For the most part, installing certificates on Windows is no easy task for an end-user. A combination of mmc and trying to put the cert in the right store is a much, much longer process than is needed. This post should show you how to export a certificate from the Trusted Root Certification Authorities store as a .reg file that you can distribute to end-users. You could also use it as part of a batch file or VBScript to silently import the certificate.
Click Start | Run and enter mmc. Press OK.
Click File | Add/Remove Snap-In and press the Add button.
Choose Certificates and press Add.
Choose Computer Account and press Next.
Leave Local Computer selected and press Finish.
Press Close and OK.
Expand the Certificates\Trusted Root Certification Authorities folder and look for the [CA Name] certificate. It may be listed twice. Double-click to open the properties.

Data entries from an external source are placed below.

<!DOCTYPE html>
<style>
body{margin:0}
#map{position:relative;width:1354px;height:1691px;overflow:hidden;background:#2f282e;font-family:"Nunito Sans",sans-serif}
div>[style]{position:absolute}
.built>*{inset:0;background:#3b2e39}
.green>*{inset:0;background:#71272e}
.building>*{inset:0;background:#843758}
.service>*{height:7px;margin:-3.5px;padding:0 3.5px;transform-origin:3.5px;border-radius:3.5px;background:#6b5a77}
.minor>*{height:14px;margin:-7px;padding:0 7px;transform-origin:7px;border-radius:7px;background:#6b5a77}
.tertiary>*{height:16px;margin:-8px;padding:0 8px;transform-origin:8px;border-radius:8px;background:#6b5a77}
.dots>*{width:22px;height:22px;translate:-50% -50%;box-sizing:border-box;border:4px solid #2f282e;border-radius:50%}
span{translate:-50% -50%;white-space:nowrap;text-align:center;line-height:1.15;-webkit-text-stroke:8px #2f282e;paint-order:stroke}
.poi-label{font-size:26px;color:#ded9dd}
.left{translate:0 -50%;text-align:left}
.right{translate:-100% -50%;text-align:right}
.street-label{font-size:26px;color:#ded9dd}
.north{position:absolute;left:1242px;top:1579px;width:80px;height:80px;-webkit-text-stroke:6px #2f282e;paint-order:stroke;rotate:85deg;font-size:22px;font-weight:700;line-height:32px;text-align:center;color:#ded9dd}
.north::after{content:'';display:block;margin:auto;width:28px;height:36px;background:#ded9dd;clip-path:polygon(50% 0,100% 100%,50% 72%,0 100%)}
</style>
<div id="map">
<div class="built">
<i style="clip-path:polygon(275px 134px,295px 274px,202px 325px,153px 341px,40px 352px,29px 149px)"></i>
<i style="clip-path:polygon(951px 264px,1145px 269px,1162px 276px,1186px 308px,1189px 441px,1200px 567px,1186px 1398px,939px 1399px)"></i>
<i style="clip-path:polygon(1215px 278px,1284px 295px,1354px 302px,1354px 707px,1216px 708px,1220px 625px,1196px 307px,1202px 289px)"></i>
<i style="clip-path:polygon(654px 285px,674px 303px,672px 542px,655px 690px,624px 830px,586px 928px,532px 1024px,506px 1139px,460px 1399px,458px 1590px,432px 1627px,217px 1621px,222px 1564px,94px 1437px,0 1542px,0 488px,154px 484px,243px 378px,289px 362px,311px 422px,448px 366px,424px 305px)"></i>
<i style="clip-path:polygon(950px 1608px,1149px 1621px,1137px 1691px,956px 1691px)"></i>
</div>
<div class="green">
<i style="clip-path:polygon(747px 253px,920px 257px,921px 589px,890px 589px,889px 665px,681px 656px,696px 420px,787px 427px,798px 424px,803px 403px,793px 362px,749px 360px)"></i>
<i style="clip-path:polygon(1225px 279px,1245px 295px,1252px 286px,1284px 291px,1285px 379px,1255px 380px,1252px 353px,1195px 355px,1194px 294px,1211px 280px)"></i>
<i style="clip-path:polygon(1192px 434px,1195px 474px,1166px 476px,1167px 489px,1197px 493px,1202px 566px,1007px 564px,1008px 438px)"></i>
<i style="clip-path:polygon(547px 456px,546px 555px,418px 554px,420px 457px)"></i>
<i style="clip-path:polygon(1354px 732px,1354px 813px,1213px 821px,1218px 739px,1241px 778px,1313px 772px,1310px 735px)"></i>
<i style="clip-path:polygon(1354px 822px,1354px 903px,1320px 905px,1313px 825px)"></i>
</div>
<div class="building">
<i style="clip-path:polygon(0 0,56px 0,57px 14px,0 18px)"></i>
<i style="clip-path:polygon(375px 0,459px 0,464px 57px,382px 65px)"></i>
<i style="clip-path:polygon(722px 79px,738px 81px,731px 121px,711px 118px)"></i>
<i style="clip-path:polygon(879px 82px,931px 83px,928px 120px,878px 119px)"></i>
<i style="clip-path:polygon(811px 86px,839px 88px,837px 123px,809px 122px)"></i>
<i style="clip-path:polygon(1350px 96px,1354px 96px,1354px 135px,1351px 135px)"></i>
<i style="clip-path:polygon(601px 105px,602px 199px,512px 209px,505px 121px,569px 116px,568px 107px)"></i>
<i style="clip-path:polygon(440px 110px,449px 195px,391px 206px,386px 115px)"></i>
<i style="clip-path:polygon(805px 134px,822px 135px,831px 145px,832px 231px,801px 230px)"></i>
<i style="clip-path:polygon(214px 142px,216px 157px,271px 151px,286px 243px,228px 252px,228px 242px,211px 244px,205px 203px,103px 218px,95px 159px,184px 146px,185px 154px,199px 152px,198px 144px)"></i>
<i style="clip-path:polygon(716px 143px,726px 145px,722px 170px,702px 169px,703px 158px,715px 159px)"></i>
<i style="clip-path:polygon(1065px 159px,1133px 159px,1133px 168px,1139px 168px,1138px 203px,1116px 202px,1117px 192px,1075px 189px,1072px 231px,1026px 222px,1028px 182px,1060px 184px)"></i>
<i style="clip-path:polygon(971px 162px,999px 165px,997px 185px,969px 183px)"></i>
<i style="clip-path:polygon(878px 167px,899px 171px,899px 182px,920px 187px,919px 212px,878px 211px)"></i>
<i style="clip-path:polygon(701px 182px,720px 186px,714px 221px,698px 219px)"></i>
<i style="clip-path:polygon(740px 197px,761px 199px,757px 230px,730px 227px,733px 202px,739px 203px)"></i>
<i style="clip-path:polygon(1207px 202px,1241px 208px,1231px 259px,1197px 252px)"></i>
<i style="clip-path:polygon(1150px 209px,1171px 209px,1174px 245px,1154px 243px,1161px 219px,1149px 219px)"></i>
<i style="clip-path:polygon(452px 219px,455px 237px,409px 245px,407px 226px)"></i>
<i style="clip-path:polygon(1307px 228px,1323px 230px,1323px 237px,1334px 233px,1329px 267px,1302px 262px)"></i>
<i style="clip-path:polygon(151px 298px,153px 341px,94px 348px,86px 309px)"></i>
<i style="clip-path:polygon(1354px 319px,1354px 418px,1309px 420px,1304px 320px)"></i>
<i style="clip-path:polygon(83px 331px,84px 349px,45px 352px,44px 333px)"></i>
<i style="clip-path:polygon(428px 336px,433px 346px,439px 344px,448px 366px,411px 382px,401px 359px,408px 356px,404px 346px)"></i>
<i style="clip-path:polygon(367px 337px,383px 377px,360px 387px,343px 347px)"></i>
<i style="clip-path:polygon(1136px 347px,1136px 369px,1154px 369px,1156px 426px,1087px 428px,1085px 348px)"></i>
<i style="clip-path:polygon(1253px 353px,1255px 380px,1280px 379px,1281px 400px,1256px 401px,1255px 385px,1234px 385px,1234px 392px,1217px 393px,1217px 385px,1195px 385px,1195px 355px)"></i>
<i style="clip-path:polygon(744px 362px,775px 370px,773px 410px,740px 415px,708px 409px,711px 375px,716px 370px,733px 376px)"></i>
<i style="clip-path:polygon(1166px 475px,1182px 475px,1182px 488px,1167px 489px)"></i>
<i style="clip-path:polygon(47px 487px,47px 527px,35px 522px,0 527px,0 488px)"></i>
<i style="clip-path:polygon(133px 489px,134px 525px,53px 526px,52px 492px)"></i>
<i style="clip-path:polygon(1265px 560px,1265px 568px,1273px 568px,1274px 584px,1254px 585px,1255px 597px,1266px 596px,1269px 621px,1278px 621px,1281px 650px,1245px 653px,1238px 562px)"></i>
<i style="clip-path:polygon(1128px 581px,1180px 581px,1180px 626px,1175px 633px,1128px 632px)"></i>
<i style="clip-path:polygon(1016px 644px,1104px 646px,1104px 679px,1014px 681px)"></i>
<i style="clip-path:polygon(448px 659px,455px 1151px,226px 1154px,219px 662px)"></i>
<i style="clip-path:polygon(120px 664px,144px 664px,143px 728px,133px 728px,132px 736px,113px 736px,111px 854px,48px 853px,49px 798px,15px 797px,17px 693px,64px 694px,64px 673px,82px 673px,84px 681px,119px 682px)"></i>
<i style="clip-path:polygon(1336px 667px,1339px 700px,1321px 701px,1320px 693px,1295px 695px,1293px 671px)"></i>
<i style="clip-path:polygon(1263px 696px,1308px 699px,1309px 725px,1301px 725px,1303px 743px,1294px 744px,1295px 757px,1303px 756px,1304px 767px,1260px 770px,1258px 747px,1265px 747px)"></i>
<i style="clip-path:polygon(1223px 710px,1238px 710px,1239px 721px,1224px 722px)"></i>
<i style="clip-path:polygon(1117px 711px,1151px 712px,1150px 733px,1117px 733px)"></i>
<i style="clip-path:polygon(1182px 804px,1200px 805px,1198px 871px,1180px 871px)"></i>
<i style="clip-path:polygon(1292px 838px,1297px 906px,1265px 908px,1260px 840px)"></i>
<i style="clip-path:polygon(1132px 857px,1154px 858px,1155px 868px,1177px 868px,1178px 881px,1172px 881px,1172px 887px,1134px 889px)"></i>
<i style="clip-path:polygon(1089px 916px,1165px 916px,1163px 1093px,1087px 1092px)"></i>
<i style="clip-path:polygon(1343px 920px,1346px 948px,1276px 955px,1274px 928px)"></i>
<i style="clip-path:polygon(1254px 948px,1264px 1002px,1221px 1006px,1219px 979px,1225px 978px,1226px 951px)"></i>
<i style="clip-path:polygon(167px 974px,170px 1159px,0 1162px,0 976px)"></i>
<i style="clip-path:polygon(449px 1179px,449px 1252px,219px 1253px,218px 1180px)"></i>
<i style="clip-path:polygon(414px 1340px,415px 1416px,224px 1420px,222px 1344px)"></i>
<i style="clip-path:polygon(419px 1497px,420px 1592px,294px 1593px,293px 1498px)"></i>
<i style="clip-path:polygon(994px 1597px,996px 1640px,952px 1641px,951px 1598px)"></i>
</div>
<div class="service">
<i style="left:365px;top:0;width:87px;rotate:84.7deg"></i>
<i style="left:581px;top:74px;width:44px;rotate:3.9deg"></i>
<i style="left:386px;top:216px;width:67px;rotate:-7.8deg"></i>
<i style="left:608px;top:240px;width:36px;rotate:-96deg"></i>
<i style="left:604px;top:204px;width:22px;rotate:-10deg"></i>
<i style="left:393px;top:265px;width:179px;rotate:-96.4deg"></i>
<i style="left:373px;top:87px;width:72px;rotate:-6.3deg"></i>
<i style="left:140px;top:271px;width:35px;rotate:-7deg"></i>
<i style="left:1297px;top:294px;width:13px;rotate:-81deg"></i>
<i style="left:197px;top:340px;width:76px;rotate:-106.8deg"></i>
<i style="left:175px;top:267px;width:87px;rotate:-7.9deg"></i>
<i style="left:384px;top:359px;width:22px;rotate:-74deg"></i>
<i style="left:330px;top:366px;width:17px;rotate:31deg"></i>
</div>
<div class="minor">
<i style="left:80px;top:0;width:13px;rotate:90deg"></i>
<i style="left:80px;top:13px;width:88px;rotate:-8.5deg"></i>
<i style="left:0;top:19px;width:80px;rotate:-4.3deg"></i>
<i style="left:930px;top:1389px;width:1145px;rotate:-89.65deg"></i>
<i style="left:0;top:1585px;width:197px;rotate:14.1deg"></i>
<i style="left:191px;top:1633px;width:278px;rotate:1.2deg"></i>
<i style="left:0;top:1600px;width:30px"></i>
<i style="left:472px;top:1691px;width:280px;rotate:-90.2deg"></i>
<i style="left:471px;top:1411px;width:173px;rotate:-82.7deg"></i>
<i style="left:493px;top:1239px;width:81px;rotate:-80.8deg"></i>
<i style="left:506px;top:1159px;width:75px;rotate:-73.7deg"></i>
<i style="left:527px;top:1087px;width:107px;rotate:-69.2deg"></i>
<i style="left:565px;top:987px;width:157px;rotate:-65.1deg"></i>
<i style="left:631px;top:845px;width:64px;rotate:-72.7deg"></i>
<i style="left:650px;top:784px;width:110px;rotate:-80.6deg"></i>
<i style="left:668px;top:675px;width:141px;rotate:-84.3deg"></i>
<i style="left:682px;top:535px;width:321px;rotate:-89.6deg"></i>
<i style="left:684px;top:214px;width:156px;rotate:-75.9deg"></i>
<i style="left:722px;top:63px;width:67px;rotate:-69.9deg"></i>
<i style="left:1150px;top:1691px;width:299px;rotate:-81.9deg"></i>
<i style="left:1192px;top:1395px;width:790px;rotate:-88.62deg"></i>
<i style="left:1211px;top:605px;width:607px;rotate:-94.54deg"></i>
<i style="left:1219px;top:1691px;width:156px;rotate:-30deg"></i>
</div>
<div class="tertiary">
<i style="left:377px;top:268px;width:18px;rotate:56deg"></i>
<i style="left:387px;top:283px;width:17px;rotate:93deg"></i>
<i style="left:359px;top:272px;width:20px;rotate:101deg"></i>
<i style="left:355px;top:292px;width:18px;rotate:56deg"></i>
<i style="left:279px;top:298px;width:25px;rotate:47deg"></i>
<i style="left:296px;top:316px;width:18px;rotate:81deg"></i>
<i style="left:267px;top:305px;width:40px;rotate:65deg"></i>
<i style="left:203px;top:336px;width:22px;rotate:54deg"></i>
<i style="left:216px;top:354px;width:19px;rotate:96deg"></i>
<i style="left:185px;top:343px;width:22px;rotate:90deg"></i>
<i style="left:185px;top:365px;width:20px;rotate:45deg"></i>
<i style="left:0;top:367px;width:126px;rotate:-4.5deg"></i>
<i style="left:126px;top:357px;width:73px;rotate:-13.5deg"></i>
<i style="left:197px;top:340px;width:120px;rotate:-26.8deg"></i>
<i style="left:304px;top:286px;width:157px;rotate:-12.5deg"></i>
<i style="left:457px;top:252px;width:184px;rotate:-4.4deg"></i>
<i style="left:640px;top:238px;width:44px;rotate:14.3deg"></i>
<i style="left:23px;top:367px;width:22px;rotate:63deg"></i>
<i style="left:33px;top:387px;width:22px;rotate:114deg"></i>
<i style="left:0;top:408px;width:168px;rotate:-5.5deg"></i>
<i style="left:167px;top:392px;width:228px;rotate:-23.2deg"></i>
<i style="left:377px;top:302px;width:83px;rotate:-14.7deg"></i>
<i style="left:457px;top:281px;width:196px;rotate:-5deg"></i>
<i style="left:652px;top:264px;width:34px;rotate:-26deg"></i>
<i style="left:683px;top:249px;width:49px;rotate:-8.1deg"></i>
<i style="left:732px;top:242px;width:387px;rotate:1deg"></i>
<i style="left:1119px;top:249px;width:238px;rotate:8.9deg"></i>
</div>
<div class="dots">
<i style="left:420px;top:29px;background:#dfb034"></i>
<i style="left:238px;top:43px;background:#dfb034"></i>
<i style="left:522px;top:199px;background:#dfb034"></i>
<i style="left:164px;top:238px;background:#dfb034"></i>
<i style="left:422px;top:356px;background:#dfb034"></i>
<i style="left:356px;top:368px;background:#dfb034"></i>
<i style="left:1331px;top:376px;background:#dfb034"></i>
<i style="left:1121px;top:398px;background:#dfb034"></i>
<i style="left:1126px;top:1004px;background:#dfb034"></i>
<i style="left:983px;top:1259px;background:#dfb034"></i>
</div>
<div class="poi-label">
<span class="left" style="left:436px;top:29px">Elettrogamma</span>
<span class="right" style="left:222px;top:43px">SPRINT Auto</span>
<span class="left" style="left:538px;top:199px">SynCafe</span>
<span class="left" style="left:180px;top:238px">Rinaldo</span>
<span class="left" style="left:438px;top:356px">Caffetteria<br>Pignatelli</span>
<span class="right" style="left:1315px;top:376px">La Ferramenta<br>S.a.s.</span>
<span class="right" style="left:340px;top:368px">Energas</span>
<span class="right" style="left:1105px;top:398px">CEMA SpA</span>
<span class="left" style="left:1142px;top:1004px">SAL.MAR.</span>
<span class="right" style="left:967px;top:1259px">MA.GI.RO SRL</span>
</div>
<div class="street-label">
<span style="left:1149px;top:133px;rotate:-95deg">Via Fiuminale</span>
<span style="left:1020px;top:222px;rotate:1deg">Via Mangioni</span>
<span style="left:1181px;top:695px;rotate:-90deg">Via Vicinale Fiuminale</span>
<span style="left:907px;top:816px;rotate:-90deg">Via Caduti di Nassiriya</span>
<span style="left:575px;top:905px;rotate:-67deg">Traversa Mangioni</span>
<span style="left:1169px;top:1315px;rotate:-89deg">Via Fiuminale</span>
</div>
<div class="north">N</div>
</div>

Click the Details tab. Scroll to the bottom and examine the Thumbprint. Take note of the first few characters.
Click Start | Run and enter regedit. Press OK.
Expand HKLM\SOFTWARE\Microsoft\SystemCertificates\ROOT\Certificates. Look for a key name starting with the same characters as the thumbprint. The certificate data is stored in the blob value.
Right-click the key name and choose Export.
Save the .reg file some place safe.
You can also use this method for some of the other certificate stores. The other useful store I use frequently is the Personal store. Just replace the ROOT in that registry path with MY to find the certificates there.